Part 1: The Silicon Valley Microcosm

  1. On Regional Satire: "Silicon Valley is often treated as an exaggerated caricature, but its internal dynamics serve as a strict microcosm for broader American struggles with wealth and inequality." — Source: [MikeTrigg.com]
  2. On the Tech Ecosystem: "We operate in an isolated bubble where massive capital availability distorts the basic definition of failure and success." — Source: [Establishing Your Empire]
  3. On Industry Self-Awareness: "People inside the valley often realize how absurd the culture is, yet they remain complicit because the financial incentives to stay quiet are too high." — Source: [Manhattan Book Review]
  4. On Performative Ethics: "Greed and envy and pride and all the other deadly sins are the core flywheel of who we are." — Source: [Bit Flip]
  5. On the Cost of Ambition: "The relentless pursuit of scale often forces early idealists to abandon their original moral framework." — Source: [Medium]
  6. On Capital and Risk: "The region attracts self-selecting risk-takers, but the safety net of venture capital often insulates them from the real-world consequences of their risks." — Source: [ScaleHQ Podcast]
  7. On the Insider's View: "It is entirely possible to love the energy of the Bay Area and still want to tear down the systemic flaws that make it exclusionary." — Source: [MikeTrigg.com]
  8. On Tech's Reputation: "We shifted from being perceived as the underdog innovators building the future to the corporate behemoths controlling it." — Source: [Armed with A Book]
  9. On Wealth Inequality: "The juxtaposition of extreme startup wealth against the localized housing and homelessness crises makes the tech sector an easy, and deserved, target for societal critique." — Source: [MikeTrigg.com]
  10. On Daily Pretension: "The power dynamics of startup culture are most visible in everyday interactions—like how an investor treats a waiter over an avocado." — Source: [Bit Flip]

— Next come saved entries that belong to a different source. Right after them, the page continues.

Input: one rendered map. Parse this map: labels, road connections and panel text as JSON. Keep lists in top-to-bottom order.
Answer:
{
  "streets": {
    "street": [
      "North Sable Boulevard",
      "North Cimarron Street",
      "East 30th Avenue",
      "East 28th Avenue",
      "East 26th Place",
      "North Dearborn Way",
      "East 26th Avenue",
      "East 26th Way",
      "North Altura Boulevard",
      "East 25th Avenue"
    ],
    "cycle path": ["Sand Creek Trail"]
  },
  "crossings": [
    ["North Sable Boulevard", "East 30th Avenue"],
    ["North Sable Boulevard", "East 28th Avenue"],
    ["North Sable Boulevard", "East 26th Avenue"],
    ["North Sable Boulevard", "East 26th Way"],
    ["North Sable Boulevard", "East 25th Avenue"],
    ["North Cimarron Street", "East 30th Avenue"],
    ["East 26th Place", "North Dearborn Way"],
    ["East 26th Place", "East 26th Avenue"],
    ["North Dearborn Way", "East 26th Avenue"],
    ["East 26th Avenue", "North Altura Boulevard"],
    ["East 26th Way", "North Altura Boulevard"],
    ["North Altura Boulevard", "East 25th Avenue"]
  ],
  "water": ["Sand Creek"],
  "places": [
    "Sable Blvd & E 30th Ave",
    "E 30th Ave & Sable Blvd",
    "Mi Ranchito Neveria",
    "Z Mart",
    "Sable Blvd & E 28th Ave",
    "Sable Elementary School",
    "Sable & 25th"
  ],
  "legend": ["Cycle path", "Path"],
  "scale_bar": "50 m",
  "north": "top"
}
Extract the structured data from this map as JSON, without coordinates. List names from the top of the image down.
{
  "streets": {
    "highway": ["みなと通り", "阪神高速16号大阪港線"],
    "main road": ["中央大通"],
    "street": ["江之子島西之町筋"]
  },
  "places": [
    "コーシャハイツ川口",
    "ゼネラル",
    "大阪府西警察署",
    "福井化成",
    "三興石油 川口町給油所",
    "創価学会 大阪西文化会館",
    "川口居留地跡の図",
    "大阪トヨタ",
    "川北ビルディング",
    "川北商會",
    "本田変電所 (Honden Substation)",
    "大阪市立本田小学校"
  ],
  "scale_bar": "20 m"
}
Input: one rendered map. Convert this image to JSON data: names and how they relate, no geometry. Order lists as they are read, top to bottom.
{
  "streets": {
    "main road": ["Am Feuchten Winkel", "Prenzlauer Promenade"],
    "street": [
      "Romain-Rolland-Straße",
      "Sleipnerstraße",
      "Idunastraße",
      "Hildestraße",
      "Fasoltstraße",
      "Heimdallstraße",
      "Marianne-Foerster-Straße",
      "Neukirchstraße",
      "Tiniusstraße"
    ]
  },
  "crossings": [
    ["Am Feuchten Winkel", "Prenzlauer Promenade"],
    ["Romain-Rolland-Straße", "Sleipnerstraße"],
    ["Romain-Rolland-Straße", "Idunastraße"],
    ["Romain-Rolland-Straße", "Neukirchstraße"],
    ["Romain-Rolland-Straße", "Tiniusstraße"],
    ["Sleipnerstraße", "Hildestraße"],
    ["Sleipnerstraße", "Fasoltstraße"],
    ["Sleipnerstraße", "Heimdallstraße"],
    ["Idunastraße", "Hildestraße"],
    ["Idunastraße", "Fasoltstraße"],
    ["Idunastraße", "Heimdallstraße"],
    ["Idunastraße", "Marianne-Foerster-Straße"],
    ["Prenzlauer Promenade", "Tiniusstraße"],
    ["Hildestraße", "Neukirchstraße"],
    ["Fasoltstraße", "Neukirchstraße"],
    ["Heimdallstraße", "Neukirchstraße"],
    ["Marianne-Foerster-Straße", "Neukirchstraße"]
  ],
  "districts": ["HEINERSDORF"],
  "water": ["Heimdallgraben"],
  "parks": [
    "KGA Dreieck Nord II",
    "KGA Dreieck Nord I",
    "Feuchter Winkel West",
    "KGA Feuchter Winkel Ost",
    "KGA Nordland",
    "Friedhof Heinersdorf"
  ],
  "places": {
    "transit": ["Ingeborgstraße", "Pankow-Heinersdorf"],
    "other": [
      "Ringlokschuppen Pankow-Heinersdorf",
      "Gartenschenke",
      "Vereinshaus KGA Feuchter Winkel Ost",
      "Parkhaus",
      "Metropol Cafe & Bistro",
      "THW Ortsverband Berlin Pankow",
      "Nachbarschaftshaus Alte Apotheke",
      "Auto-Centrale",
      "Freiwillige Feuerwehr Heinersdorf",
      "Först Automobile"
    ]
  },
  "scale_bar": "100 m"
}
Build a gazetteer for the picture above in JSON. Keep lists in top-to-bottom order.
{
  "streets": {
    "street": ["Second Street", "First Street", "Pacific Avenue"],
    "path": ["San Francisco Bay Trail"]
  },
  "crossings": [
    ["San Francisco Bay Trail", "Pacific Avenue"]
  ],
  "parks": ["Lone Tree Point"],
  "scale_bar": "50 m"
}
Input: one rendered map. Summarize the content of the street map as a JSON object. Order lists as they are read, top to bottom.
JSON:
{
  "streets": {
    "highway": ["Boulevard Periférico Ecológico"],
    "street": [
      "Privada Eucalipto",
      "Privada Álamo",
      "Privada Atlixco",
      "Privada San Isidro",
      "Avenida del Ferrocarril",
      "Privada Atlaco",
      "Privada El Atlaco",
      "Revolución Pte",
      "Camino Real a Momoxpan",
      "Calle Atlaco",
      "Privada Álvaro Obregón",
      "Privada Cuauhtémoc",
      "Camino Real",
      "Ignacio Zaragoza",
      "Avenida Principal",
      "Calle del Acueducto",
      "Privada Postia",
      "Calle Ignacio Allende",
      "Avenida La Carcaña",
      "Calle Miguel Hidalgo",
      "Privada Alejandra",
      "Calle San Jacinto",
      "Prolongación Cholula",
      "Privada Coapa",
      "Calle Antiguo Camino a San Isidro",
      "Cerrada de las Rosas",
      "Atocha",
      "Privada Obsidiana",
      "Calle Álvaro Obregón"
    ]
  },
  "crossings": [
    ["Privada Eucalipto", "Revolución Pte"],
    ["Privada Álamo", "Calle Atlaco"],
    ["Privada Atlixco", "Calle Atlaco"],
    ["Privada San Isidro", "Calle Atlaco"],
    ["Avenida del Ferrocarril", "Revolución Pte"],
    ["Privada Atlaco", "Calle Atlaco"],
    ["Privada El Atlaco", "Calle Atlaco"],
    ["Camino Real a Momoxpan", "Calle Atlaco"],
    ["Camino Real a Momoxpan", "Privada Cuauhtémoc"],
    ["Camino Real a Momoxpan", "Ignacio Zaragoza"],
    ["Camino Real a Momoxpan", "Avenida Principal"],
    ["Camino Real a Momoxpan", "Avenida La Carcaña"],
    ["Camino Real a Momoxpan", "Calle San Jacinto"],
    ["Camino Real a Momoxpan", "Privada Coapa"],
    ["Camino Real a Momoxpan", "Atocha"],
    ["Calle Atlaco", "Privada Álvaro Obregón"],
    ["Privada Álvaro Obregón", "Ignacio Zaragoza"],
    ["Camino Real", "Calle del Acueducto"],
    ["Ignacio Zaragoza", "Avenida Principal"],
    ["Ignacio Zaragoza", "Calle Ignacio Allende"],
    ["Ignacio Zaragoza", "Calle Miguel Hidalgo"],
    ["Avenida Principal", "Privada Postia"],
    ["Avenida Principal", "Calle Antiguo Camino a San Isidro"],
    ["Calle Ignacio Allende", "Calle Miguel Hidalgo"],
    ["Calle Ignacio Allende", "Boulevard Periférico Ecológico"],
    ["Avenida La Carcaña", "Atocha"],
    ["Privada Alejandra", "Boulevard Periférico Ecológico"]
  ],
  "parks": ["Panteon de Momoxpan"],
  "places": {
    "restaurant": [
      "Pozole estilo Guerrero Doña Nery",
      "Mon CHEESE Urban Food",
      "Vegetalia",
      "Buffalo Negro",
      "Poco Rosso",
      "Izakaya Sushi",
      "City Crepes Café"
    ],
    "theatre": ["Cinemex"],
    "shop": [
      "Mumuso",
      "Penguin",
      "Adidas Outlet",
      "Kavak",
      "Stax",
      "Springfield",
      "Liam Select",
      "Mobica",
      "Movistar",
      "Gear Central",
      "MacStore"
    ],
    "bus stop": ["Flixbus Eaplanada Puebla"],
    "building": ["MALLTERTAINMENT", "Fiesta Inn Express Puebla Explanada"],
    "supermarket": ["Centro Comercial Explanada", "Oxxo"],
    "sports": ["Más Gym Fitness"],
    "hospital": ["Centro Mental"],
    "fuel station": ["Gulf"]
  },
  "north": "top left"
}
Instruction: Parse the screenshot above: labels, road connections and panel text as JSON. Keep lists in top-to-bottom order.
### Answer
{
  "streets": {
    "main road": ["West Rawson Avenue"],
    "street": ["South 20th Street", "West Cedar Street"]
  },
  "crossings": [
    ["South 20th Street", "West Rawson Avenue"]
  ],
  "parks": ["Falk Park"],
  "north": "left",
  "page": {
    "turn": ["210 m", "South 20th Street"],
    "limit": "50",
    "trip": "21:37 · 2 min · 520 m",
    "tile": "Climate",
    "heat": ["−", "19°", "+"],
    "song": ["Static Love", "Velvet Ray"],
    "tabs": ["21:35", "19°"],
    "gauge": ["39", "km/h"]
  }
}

Part 2: The Illusion of Tech Meritocracy

  1. On Workplace Demands: "…some days it seems like the only thing we're 'crushing' is ourselves." — Source: [Bit Flip]
  2. On the Tech Archetype: "The stereotype exists because it is continually rewarded by the funding mechanisms that prioritize aggressive confidence over competent humility." — Source: [Manhattan Book Review]
  3. On Merit and Luck: "Founders routinely confuse the fortunate timing of market trends with their own personal genius." — Source: [Establishing Your Empire]
  4. On Entitlement: "There is an expectation in tech that you deserve to be wealthy by 30 simply because you work at a software company." — Source: [ScaleHQ Podcast]
  5. On Diversity Gaps: "Despite the rhetoric about building an open future, the actual cap tables and boardrooms remain heavily insulated and exclusive." — Source: [Medium]
  6. On the Grind: "The win-at-all-costs ethos forces employees into a constant state of anxiety, disguised as passion for the product." — Source: [MikeTrigg.com]
  7. On Management: "We grow up not understanding the distinction between management and leadership." — Source: [Establishing Your Empire]
  8. On Founder Worshipping: "The media cycle elevates CEOs to visionaries before their companies have even achieved sustainable profitability." — Source: [Armed with A Book]
  9. On Employee Leverage: "For all the talk of talent being a company's greatest asset, the legal structure of equity often leaves early employees highly vulnerable." — Source: [Bit Flip]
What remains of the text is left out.